▸ **DATASET ENTRIES**:

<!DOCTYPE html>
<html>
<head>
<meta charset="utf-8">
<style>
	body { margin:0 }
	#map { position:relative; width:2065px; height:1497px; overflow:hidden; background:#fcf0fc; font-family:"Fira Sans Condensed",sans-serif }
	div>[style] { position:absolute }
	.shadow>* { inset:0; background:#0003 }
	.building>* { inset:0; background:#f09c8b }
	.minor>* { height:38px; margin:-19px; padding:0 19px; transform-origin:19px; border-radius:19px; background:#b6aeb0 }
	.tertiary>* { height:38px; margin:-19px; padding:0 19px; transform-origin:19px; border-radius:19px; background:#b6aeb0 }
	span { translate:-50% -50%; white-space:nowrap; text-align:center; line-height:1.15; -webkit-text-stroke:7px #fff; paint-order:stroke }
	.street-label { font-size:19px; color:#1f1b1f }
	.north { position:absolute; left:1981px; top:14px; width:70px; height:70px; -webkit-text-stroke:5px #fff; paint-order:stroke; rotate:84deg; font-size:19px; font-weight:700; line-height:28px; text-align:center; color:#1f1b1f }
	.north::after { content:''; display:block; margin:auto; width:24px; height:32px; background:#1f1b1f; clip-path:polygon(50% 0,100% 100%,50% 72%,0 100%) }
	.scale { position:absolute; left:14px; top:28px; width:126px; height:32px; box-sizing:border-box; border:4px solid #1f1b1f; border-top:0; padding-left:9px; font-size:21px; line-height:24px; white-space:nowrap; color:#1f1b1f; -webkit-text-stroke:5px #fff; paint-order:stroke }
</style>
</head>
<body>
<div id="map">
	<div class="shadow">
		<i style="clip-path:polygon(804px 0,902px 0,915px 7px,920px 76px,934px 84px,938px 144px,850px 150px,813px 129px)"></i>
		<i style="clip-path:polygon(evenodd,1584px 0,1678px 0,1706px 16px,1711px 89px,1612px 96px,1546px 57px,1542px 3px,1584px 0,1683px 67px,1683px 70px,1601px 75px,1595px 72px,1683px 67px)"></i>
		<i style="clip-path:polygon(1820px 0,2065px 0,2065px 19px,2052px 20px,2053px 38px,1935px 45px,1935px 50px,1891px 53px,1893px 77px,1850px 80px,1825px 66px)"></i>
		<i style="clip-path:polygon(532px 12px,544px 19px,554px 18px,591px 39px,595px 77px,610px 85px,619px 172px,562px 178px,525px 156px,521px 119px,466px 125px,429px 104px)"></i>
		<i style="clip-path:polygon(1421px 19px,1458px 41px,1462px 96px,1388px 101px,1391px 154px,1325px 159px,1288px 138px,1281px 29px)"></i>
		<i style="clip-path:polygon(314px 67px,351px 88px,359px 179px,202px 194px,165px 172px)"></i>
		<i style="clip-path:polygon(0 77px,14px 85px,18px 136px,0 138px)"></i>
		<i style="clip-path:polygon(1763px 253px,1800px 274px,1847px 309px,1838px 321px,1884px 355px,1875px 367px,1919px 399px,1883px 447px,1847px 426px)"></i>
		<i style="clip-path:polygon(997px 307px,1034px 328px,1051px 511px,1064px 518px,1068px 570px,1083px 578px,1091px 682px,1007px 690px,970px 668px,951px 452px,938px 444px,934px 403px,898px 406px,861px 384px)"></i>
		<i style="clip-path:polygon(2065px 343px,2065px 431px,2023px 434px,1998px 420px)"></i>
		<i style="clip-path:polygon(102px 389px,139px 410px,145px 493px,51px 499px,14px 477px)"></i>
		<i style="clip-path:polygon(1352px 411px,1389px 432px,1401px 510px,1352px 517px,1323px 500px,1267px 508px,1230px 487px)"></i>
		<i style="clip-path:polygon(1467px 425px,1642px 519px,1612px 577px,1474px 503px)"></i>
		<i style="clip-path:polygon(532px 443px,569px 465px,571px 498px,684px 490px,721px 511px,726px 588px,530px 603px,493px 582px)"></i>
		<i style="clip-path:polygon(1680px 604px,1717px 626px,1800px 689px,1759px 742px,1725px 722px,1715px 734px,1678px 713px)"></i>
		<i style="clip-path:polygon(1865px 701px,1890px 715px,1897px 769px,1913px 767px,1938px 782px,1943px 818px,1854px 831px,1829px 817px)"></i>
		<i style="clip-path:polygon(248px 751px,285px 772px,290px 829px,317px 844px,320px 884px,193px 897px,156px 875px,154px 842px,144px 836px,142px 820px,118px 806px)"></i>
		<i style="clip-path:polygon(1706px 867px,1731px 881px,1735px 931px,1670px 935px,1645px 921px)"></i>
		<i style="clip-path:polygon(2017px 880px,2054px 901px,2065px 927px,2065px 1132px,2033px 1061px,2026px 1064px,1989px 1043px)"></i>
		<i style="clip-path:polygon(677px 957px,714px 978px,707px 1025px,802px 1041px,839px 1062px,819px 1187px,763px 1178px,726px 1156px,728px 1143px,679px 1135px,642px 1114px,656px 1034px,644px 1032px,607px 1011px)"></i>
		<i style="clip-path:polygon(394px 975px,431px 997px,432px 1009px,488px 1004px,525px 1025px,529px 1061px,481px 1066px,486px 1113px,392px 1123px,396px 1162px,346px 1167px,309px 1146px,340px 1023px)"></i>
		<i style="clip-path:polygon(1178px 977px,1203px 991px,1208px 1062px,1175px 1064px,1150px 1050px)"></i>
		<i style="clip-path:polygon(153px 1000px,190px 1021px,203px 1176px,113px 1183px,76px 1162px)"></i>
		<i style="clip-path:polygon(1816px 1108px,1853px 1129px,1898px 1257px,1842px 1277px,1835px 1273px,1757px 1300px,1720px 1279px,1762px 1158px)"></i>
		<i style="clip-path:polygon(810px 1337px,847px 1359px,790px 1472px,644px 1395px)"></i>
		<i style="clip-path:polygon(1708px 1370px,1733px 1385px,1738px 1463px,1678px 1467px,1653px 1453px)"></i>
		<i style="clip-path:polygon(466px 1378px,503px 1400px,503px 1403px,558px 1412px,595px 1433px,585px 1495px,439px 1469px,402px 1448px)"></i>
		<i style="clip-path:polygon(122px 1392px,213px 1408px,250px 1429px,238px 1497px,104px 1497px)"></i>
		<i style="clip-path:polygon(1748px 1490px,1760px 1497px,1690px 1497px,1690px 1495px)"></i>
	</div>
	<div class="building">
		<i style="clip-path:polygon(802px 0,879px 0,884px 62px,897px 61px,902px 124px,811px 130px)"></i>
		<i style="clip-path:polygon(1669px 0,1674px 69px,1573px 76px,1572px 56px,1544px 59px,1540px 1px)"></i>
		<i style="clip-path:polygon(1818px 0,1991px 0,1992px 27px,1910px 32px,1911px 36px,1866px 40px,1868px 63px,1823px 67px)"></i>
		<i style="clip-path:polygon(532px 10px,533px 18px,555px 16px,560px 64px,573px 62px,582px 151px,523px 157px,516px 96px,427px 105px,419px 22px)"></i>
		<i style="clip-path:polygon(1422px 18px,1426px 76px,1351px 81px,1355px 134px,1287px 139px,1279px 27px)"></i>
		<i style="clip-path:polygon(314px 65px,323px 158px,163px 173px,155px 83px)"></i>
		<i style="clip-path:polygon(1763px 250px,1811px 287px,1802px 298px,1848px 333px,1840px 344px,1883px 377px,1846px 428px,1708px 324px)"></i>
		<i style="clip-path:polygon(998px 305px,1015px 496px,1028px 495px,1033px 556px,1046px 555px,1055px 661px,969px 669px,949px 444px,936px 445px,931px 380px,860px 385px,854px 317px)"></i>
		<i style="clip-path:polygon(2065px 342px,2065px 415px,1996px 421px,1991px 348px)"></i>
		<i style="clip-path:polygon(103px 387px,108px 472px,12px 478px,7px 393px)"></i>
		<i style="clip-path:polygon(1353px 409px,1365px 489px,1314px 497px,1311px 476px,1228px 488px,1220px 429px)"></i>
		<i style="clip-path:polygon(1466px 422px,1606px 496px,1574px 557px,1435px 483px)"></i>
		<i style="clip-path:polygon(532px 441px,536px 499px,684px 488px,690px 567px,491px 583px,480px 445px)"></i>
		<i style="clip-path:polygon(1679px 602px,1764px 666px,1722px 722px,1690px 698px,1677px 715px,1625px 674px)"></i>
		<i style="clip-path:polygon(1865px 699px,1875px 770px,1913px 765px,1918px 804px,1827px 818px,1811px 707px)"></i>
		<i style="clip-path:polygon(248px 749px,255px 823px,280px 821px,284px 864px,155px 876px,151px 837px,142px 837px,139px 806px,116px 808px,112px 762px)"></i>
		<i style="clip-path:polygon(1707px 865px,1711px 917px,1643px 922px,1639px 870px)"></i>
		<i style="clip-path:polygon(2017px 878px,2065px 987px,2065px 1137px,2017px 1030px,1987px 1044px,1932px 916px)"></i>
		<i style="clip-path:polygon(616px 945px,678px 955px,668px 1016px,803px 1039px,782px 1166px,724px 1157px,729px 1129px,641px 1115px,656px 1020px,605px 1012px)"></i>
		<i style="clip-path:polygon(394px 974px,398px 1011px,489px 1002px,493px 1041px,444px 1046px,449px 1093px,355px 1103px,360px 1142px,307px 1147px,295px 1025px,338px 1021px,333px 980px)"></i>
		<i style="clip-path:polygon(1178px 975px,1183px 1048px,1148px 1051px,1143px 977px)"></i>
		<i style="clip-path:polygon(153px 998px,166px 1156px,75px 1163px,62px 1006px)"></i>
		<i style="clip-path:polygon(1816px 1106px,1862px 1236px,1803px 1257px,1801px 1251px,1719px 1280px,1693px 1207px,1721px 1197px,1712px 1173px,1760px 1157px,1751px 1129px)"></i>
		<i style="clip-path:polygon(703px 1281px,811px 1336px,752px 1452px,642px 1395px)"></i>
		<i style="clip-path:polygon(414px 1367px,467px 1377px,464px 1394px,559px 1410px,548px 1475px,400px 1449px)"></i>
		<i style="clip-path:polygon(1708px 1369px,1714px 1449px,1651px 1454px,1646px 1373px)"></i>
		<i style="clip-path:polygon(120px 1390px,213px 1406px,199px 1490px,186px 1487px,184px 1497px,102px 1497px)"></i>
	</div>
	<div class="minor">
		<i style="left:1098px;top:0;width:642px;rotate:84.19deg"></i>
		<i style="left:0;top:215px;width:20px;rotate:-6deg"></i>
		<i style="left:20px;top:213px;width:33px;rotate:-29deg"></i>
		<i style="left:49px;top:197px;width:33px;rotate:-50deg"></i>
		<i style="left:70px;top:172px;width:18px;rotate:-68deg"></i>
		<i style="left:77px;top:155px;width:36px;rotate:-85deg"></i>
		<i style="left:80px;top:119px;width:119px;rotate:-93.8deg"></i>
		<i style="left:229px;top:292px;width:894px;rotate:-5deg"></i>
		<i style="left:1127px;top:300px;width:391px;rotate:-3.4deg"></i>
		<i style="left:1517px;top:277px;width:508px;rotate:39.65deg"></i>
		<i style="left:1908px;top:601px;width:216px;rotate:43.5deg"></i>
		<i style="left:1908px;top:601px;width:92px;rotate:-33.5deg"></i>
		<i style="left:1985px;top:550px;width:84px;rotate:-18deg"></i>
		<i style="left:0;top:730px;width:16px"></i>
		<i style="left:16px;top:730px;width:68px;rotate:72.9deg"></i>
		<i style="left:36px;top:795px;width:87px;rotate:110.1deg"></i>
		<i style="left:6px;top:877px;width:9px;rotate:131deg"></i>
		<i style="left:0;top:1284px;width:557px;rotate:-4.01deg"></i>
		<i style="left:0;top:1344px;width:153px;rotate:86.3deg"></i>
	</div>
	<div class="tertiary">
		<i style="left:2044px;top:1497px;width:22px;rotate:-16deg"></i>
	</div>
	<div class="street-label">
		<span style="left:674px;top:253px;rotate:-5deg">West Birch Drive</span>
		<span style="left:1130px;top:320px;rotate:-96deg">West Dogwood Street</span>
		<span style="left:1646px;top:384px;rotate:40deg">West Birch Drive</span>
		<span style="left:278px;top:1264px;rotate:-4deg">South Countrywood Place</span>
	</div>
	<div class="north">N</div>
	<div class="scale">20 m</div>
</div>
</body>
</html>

▸ **REQUIRED ACTION**:
Quote exactly the lines running from the start of the listing above through the line where "translate:-50% -50%; white-space:nowrap;" is found, and output no other lines.

▸ **EXERCISE OUTPUT**:
<!DOCTYPE html>
<html>
<head>
<meta charset="utf-8">
<style>
	body { margin:0 }
	#map { position:relative; width:2065px; height:1497px; overflow:hidden; background:#fcf0fc; font-family:"Fira Sans Condensed",sans-serif }
	div>[style] { position:absolute }
	.shadow>* { inset:0; background:#0003 }
	.building>* { inset:0; background:#f09c8b }
	.minor>* { height:38px; margin:-19px; padding:0 19px; transform-origin:19px; border-radius:19px; background:#b6aeb0 }
	.tertiary>* { height:38px; margin:-19px; padding:0 19px; transform-origin:19px; border-radius:19px; background:#b6aeb0 }
	span { translate:-50% -50%; white-space:nowrap; text-align:center; line-height:1.15; -webkit-text-stroke:7px #fff; paint-order:stroke }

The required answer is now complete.